(DATASET Opens)

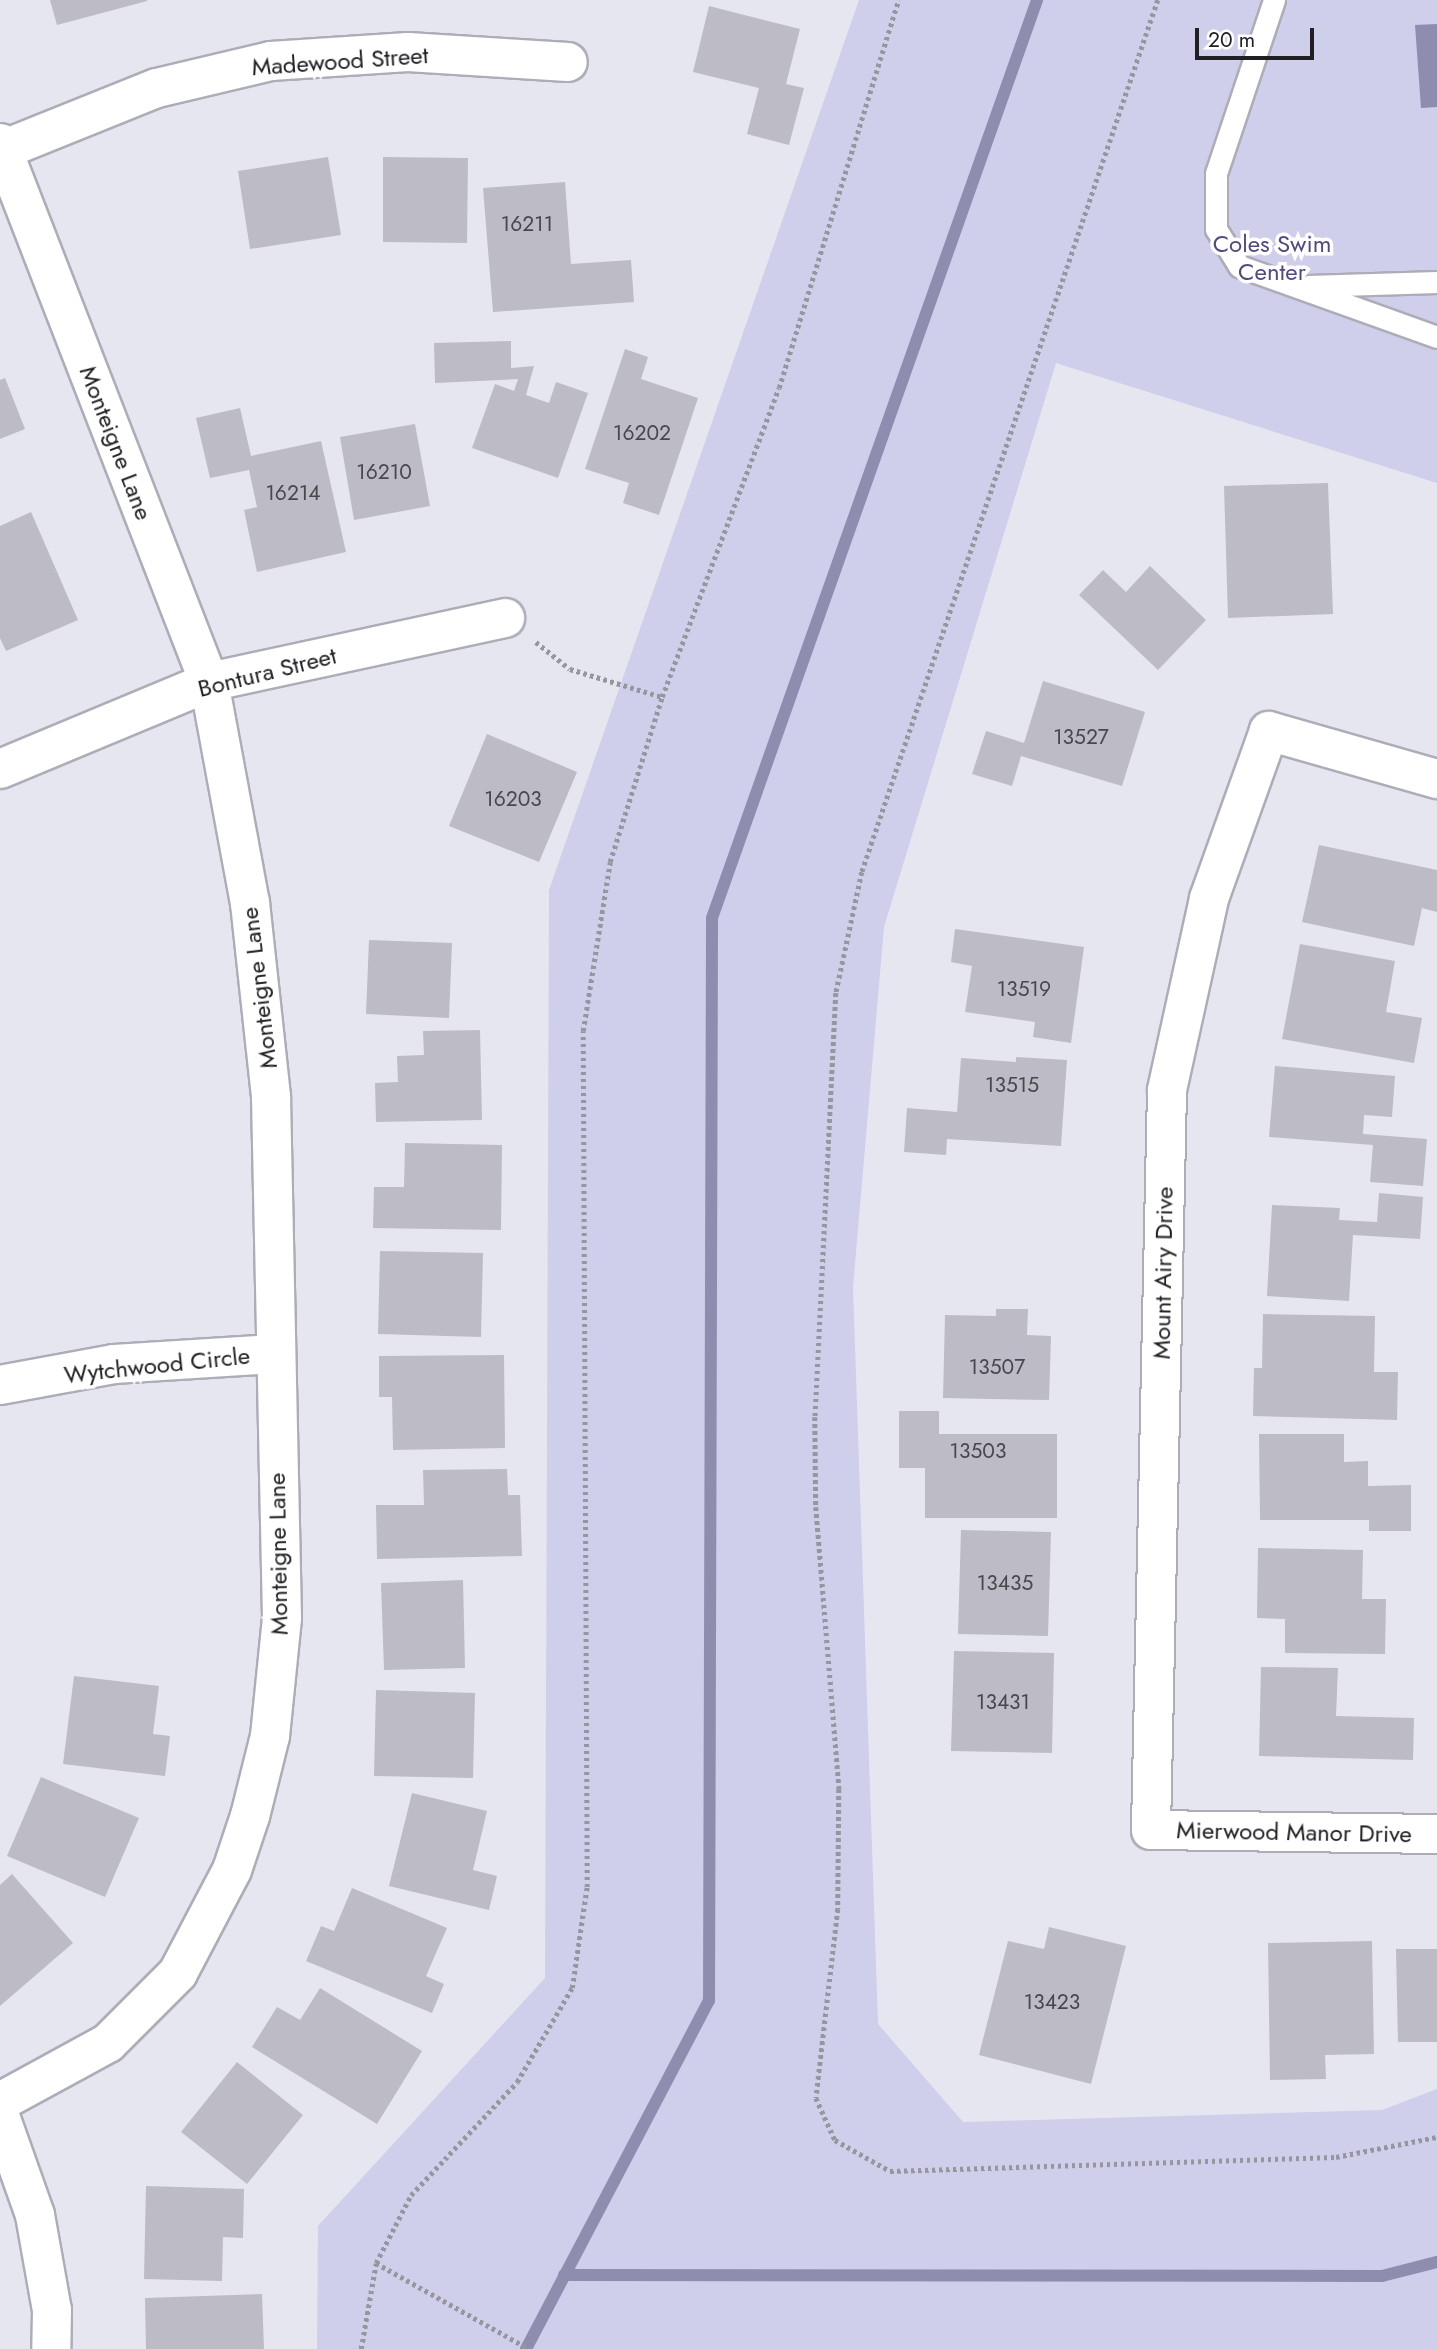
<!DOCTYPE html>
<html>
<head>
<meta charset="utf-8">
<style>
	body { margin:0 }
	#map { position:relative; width:1437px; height:2349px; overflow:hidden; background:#e6e6f1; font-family:Jost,sans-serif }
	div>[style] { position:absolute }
	.green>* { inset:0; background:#cfceeb }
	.water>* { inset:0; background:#8f8daf }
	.stream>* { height:12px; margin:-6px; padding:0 6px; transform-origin:6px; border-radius:6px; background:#8f8daf }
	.building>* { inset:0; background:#bcbbc6 }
	.path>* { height:4.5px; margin-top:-2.25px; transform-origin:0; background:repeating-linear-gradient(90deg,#96969f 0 3.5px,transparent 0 7px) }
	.roads { filter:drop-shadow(2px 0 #adadb8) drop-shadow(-2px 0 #adadb8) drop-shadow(0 2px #adadb8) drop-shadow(0 -2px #adadb8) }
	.service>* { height:21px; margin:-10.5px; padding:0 10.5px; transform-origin:10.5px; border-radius:10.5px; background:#fff }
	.minor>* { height:38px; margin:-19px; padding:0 19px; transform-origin:19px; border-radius:19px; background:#fff }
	span { translate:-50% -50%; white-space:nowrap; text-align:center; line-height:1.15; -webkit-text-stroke:7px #fff; paint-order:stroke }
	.number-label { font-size:21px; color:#47474c }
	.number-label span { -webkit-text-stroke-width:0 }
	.street-label { font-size:24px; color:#202024 }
	.park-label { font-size:24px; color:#514b7d }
	.scale { position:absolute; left:1195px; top:28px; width:119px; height:32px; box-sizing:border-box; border:4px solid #202024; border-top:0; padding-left:9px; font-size:21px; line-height:24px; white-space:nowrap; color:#202024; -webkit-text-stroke:5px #fff; paint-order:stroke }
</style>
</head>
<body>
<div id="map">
	<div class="green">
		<div style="clip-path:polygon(859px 0,1437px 0,1437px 483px,1056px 363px,884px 927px,853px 1287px,878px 2024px,963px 2122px,1382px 2110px,1437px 2089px,1437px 2349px,317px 2349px,318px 2226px,545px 1978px,549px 890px)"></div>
	</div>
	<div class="water">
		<div style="clip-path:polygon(1437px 24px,1437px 107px,1421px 108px,1415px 25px)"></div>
	</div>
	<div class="stream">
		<div style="left:564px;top:2275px;width:818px;rotate:0.07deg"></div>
		<div style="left:1382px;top:2276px;width:57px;rotate:-14.3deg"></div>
		<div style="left:526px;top:2349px;width:393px;rotate:-62.3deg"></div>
		<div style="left:709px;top:2001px;width:1083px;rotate:-89.84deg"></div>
		<div style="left:712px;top:918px;width:974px;rotate:-70.5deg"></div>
	</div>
	<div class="building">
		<div style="clip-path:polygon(50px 0,147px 0,147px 1px,57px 25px)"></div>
		<div style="clip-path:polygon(709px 6px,800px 29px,786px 84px,804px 88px,789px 145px,747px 134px,759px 88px,693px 72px)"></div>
		<div style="clip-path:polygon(328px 157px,341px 235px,250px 249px,238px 171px)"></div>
		<div style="clip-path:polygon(383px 157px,468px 158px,467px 243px,383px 242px)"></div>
		<div style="clip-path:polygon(565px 182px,571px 264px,631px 260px,634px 302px,493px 312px,483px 188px)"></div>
		<div style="clip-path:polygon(511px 341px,511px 368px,534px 366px,526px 395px,549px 403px,556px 382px,588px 393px,558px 478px,472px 448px,495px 384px,514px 391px,518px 379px,435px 383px,434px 343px)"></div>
		<div style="clip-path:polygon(625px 349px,648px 357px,641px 379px,698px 398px,659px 515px,623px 503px,629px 483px,585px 469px)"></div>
		<div style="clip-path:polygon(5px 378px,25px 429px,0 439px,0 380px)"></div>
		<div style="clip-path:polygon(240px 408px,251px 456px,321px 441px,346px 552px,257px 572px,244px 510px,257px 507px,249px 470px,210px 478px,196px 418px)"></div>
		<div style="clip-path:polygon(415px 424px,430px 506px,354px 520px,340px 437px)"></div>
		<div style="clip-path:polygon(1328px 483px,1333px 614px,1228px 618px,1224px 486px)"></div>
		<div style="clip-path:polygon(31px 512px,78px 620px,6px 651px,0 638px,0 526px)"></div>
		<div style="clip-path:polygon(1150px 566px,1206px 620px,1158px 670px,1079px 595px,1103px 570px,1126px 592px)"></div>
		<div style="clip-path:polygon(1043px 681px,1145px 712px,1122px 786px,1021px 756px,1012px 786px,972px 774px,986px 731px,1024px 743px)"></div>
		<div style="clip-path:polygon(487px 734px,577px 772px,539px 862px,449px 826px)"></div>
		<div style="clip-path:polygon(1319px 845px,1437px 870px,1437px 912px,1422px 908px,1414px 946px,1302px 922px)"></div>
		<div style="clip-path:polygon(955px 929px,1084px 947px,1071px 1043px,1033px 1037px,1035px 1022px,965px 1012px,972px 966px,951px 962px)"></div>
		<div style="clip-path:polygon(369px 940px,452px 943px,449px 1018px,366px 1014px)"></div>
		<div style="clip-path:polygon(1300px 944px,1395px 961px,1386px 1012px,1422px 1018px,1414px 1063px,1282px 1039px)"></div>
		<div style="clip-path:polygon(480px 1030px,482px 1120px,376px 1122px,375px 1083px,398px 1082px,397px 1056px,424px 1055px,423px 1031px)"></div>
		<div style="clip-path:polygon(1016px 1057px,1067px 1060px,1061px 1146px,947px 1139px,946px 1155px,904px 1152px,907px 1108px,957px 1112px,961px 1058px,1016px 1062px)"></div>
		<div style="clip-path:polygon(1275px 1066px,1395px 1076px,1392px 1117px,1364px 1115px,1363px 1134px,1427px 1139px,1423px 1186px,1370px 1182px,1373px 1145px,1269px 1137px)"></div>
		<div style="clip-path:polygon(405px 1143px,502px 1145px,501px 1230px,373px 1228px,374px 1187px,404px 1187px)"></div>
		<div style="clip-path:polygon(1379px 1193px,1423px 1197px,1420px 1239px,1353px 1235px,1349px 1301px,1267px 1296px,1272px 1205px,1340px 1208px,1339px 1220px,1377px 1222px)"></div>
		<div style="clip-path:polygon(380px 1251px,483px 1253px,481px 1337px,378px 1334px)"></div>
		<div style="clip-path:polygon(996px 1309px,1028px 1309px,1027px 1335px,1051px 1336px,1049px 1400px,943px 1398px,945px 1315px,996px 1316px)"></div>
		<div style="clip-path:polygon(1263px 1314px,1375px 1316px,1374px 1372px,1398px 1372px,1397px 1420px,1253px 1416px,1254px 1368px,1262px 1368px)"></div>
		<div style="clip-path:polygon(504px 1355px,505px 1448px,393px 1450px,392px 1397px,379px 1397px,379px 1356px)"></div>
		<div style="clip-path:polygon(899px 1411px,939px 1411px,939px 1434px,1057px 1434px,1057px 1518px,925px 1518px,925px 1468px,899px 1468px)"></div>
		<div style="clip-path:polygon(1259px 1434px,1344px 1434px,1344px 1462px,1368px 1461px,1368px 1486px,1411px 1485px,1411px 1531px,1369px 1531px,1369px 1520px,1260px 1520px)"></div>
		<div style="clip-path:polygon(507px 1469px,508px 1495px,520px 1495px,522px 1556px,377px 1559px,376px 1505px,424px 1505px,423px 1470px)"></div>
		<div style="clip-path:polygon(961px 1530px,1051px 1532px,1048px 1636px,958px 1634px)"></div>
		<div style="clip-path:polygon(1258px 1548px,1363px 1550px,1362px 1599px,1386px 1599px,1385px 1654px,1285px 1653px,1285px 1619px,1257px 1618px)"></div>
		<div style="clip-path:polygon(463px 1580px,465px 1668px,384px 1670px,381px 1583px)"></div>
		<div style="clip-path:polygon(954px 1651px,1054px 1653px,1052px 1753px,951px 1751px)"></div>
		<div style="clip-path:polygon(1261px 1667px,1338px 1668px,1336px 1716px,1414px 1718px,1413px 1760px,1259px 1756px)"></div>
		<div style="clip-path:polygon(74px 1676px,159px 1686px,153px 1734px,170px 1736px,165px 1776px,63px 1764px)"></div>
		<div style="clip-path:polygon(376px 1690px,475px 1693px,473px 1778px,374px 1776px)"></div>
		<div style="clip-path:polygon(41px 1777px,139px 1818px,105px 1897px,7px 1856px)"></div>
		<div style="clip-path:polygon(412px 1793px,487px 1811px,473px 1870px,497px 1876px,489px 1910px,389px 1886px)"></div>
		<div style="clip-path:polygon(12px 1874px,73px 1943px,0 2006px,0 1885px)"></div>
		<div style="clip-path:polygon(352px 1888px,447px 1928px,426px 1976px,444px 1984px,432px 2013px,306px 1961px,321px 1926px,334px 1931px)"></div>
		<div style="clip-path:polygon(1049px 1927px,1126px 1946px,1091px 2084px,979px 2055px,1008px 1941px,1044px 1949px)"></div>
		<div style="clip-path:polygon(1372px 1941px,1374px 2054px,1325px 2055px,1326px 2079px,1270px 2080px,1268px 1943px)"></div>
		<div style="clip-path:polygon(1396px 1949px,1437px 1949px,1437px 2042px,1398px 2042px)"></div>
		<div style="clip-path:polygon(320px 1988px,422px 2051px,377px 2124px,252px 2047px,277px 2007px,300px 2020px)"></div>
		<div style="clip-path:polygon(237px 2062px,303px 2115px,247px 2184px,181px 2132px)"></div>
		<div style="clip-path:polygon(146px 2186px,244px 2189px,243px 2238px,223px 2237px,222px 2281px,144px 2279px)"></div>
		<div style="clip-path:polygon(262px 2294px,264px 2349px,146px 2349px,145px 2298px)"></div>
	</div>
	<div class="path">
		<div style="left:1158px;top:0;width:921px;rotate:108.75deg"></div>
		<div style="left:862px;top:872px;width:124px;rotate:102.1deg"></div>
		<div style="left:836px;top:993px;width:425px;rotate:92.8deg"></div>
		<div style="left:815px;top:1417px;width:90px;rotate:89.4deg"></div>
		<div style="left:816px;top:1507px;width:283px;rotate:85.3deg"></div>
		<div style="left:839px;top:1789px;width:120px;rotate:90.5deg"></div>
		<div style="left:838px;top:1909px;width:190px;rotate:96.6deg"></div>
		<div style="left:816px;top:2098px;width:46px;rotate:65.7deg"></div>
		<div style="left:835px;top:2140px;width:63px;rotate:29.4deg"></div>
		<div style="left:890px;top:2171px;width:446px;rotate:-1.8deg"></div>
		<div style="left:1336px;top:2157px;width:103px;rotate:-11.2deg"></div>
		<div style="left:536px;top:642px;width:43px;rotate:38.5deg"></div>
		<div style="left:570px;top:669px;width:96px;rotate:16.9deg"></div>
		<div style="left:376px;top:2263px;width:176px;rotate:29.3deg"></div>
		<div style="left:361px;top:2349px;width:87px;rotate:-80.1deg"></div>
		<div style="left:376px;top:2263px;width:76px;rotate:-62.8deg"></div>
		<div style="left:411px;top:2195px;width:155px;rotate:-46.8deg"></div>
		<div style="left:517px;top:2082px;width:109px;rotate:-59.7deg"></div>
		<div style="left:572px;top:1988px;width:102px;rotate:-81.6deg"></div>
		<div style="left:587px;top:1887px;width:856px;rotate:-90.27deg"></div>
		<div style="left:583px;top:1031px;width:171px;rotate:-80.9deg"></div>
		<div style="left:610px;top:862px;width:173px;rotate:-72.5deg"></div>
		<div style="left:662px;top:697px;width:330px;rotate:-69.3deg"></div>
		<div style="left:779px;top:388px;width:406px;rotate:-72.9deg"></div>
	</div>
	<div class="roads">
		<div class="service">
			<div style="left:1274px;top:0;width:182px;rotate:108.5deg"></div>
			<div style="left:1216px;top:173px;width:56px;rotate:90deg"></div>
			<div style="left:1216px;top:229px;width:44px;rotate:58.1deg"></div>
			<div style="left:1239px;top:266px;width:210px;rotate:19.7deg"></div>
			<div style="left:1308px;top:286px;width:129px;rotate:-1.8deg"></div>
		</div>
		<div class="minor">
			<div style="left:0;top:143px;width:578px;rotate:68.81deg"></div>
			<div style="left:209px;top:682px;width:225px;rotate:79.5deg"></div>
			<div style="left:250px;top:903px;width:195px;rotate:83.8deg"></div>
			<div style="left:271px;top:1097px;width:521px;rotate:88.79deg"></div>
			<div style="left:282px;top:1618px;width:119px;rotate:95.8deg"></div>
			<div style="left:270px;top:1736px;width:82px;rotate:104deg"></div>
			<div style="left:250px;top:1816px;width:57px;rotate:108.4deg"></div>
			<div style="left:232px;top:1870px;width:116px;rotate:117.7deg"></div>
			<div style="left:178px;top:1973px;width:99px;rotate:135deg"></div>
			<div style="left:108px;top:2043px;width:123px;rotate:151.4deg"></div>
			<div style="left:0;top:151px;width:169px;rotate:-21.9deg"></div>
			<div style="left:157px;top:88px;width:117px;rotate:-13.3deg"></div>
			<div style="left:271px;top:61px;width:137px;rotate:-3.8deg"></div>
			<div style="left:408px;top:52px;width:160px;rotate:3.6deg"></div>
			<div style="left:0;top:769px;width:226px;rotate:-22.6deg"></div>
			<div style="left:209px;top:682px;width:303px;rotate:-12.2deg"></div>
			<div style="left:1437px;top:779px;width:175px;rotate:-164.1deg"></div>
			<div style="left:1269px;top:731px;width:178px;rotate:109.7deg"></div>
			<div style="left:1209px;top:899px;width:196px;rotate:102.4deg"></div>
			<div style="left:1167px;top:1090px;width:740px;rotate:91.24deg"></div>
			<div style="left:1151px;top:1830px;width:286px;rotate:0.8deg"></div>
			<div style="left:0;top:1385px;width:116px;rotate:-10.4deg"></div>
			<div style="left:114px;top:1364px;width:160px;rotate:-3.6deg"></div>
			<div style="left:0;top:2116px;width:105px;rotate:70.5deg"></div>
			<div style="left:35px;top:2215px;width:97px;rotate:79.9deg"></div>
			<div style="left:52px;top:2310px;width:39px;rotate:91deg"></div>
		</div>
	</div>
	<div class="number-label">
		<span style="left:527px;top:224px">16211</span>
		<span style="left:642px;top:433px">16202</span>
		<span style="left:384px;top:472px">16210</span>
		<span style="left:293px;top:493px">16214</span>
		<span style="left:1081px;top:737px">13527</span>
		<span style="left:513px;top:799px">16203</span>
		<span style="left:1024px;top:989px">13519</span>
		<span style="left:1012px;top:1085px">13515</span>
		<span style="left:997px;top:1367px">13507</span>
		<span style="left:978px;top:1451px">13503</span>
		<span style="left:1005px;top:1583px">13435</span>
		<span style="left:1003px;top:1702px">13431</span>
		<span style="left:1052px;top:2002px">13423</span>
	</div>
	<div class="street-label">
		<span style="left:340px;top:61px;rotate:-4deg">Madewood Street</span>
		<span style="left:116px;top:443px;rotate:69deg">Monteigne Lane</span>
		<span style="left:267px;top:672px;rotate:-14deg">Bontura Street</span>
		<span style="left:259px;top:988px;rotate:-97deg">Monteigne Lane</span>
		<span style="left:1163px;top:1273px;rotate:-89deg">Mount Airy Drive</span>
		<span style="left:157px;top:1365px;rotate:-6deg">Wytchwood Circle</span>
		<span style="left:278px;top:1554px;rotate:-91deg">Monteigne Lane</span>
		<span style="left:1294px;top:1832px;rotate:1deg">Mierwood Manor Drive</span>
	</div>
	<div class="park-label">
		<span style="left:1272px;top:258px">Coles Swim<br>Center</span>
	</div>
	<div class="scale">20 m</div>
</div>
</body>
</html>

(DATASET Closes)

## WHAT IS BEING ASKED:
Sift through the material above and copy the lines that contain the word "number".

## THE COMPLETED TASK:
	.number-label { font-size:21px; color:#47474c }
	.number-label span { -webkit-text-stroke-width:0 }
	<div class="number-label">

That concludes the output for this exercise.